Rusal successfully completed its IPO in Hong Kong on January 27th, placing a reported 10.6% of its stock for a price of US$2.2bn. The shares were sold at HK$10.80, which was in the middle of the HK$9.10-12.50 price range, although by the end of the week they had fallen to HK$9.66.

A combination of the freezing-up of the global financial system, plus a collapse in demand for aluminium in late 2008, put Rusal—which says it produces 11% of the world’s aluminium and 13% of its alumina—into dire straits. It was only saved by an emergency US$4.5bn loan from state-owned Vneshekonombank (VEB), even though this exceeded VEB’s guidance on lending levels. That loan was rolled over for another year in September 2009. However, Rusal still had more debt due than it was able to pay, so it announced a debt standstill and entered restructuring talks with over 50 institutions that were together owed US$16.8bn. The talks resulted in a four-year holiday on principal repayments to international banks, and a US$1.8bn cut in the total debt level via an equity swap deal with Mikhail Prokhorov, a Rusal shareholder.

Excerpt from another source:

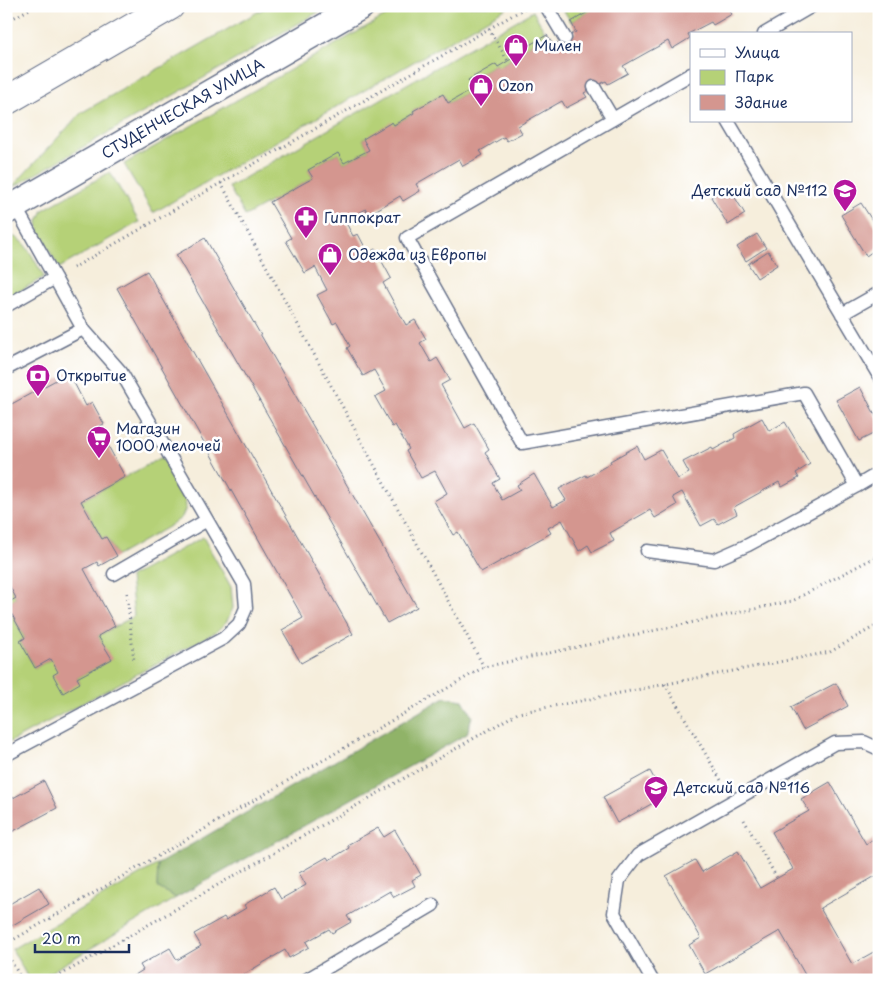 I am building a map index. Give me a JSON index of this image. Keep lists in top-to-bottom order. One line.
{"streets":{"street":["СТУДЕНЧЕСКАЯ УЛИЦА"]},"places":{"shop":["Милен","Ozon","Одежда из Европы"],"school or university":["Детский сад №112","Детский сад №116"],"pharmacy":["Гиппократ"],"bank":["Открытие"],"supermarket":["Магазин 1000 мелочей"]},"legend":["Улица","Парк","Здание"],"scale_bar":"20 m"} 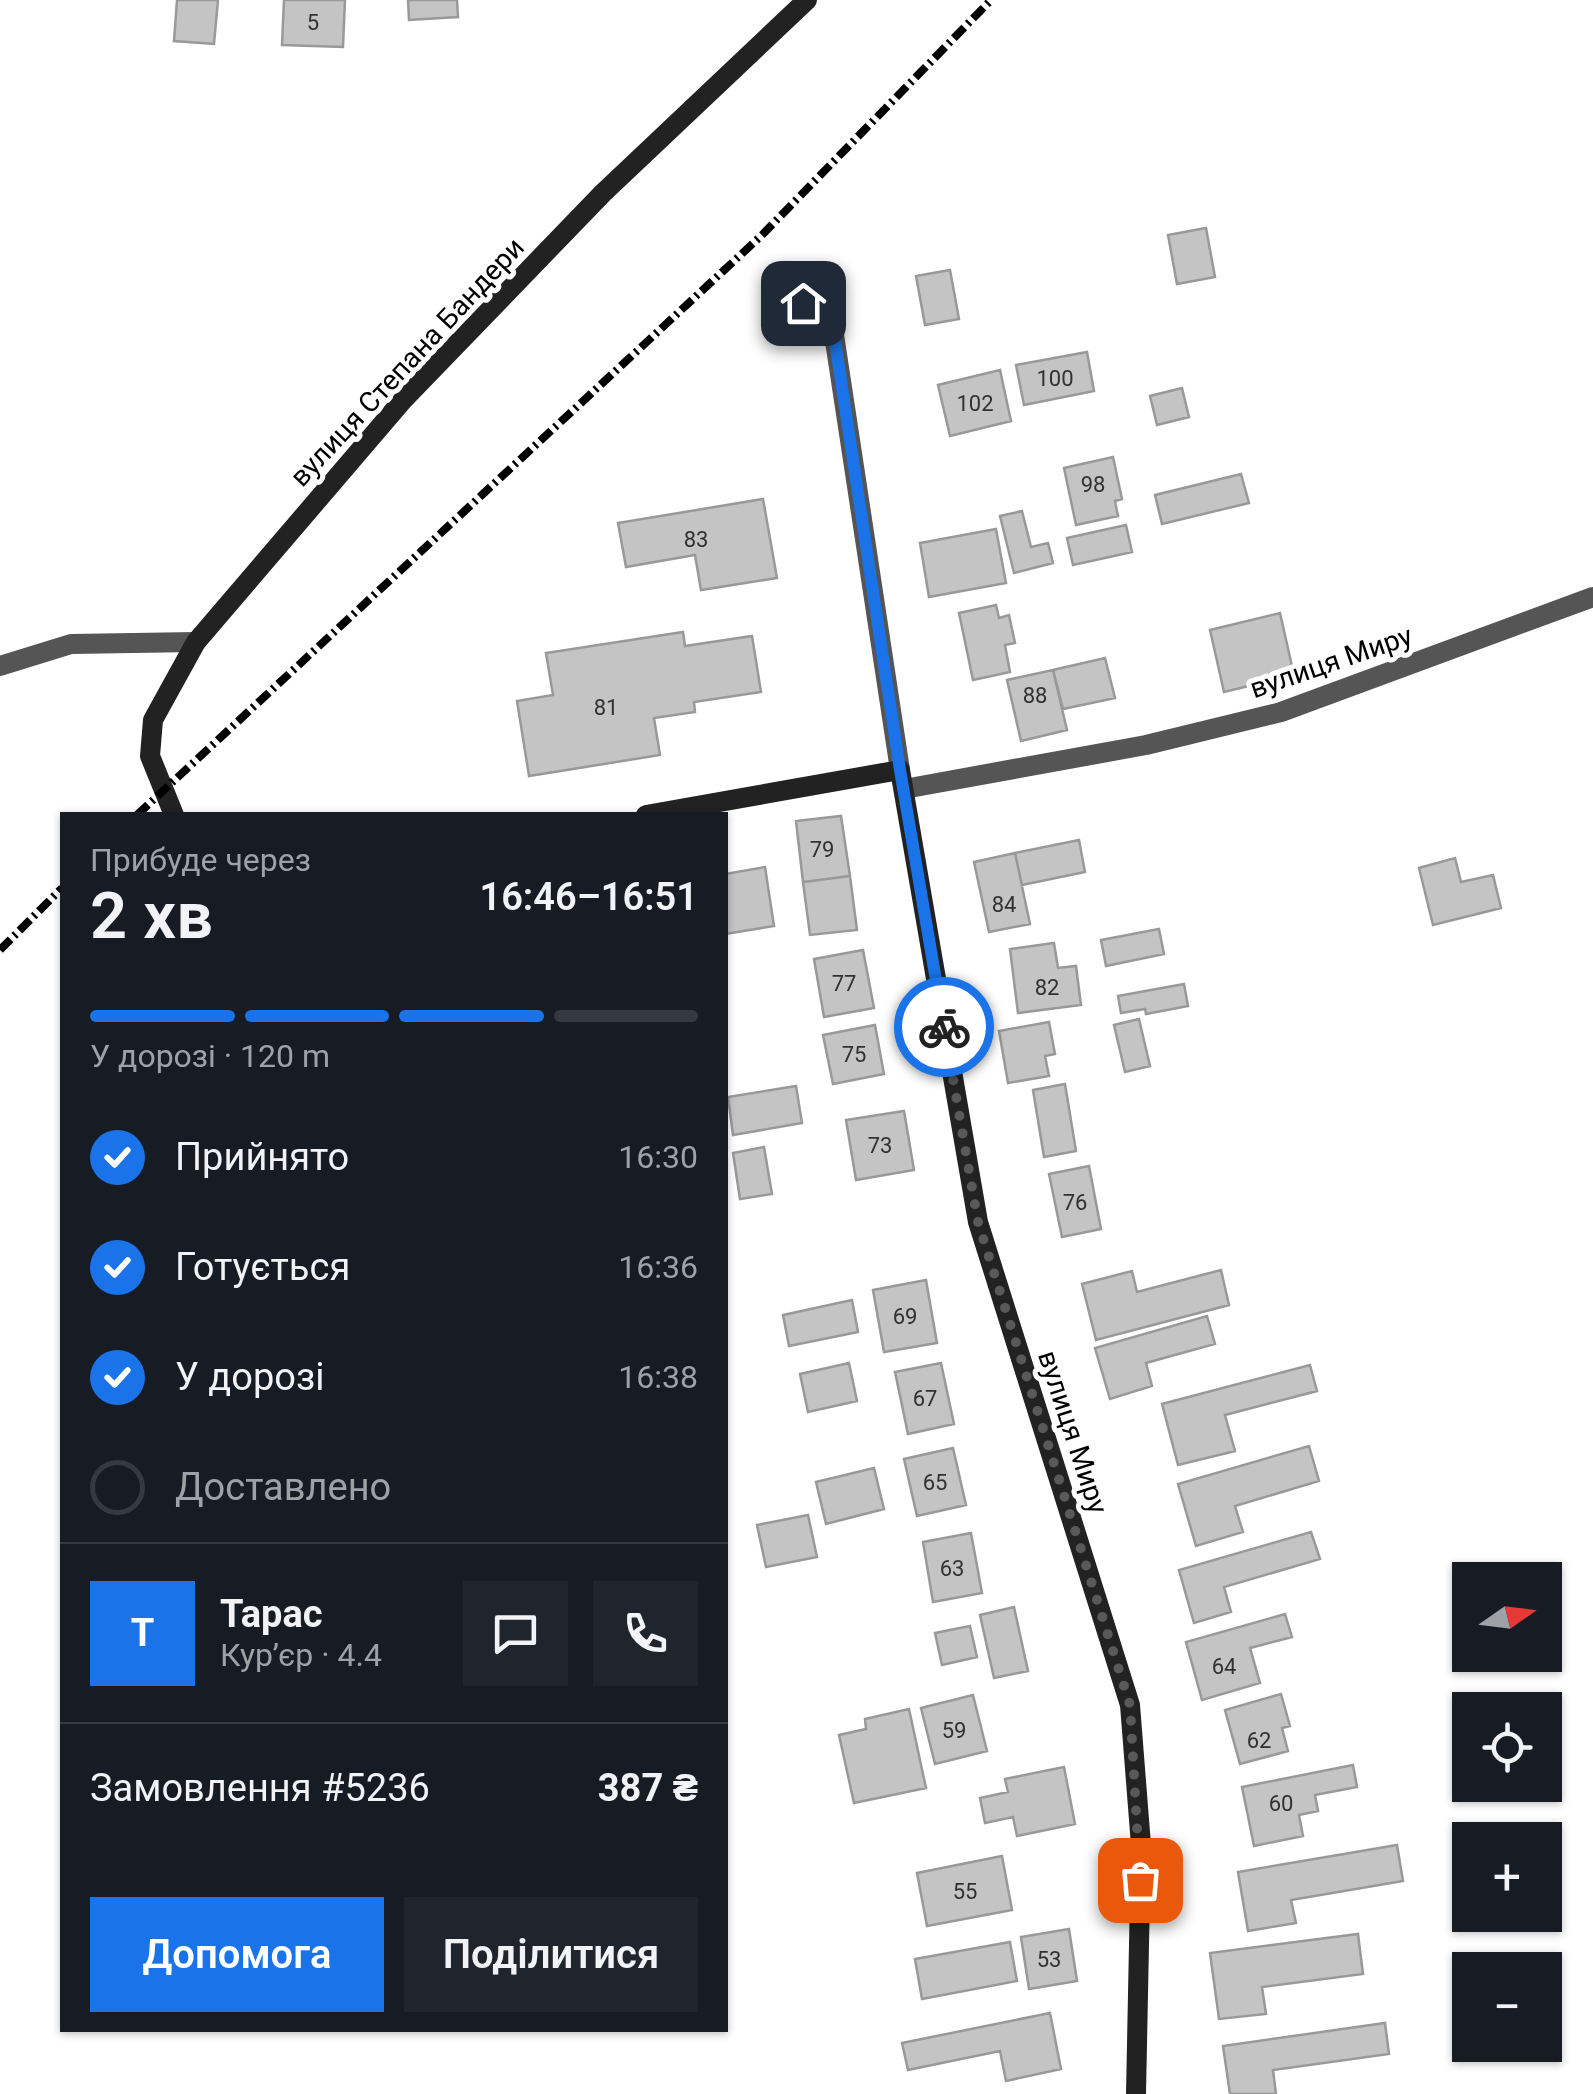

The creditors pushed Mr Deripaska to list the company in order to raise funds to begin loan repayments. Nearly all of the proceeds from the IPO will go to paying down the debt. Moreover, the company does not expect to pay dividends over the next four years and has little scope to pursue acquisitions; its principal focus will be debt repayment.

Risky venture

Rusal turned to Hong Kong after being rebuffed in London. It experienced difficulties in Hong Kong too, and the prospectus included several unprecedented restrictions. In particular, the IPO was limited to those investing a minimum of HK$1m (US$130,000). In red type, the Hong Kong exchange warned that Rusal was a risky investment that should only be taken up by those who could afford to be wiped out. It noted that Rusal did not meet the profit test for listing, and pointed to the company’s vast debt burden.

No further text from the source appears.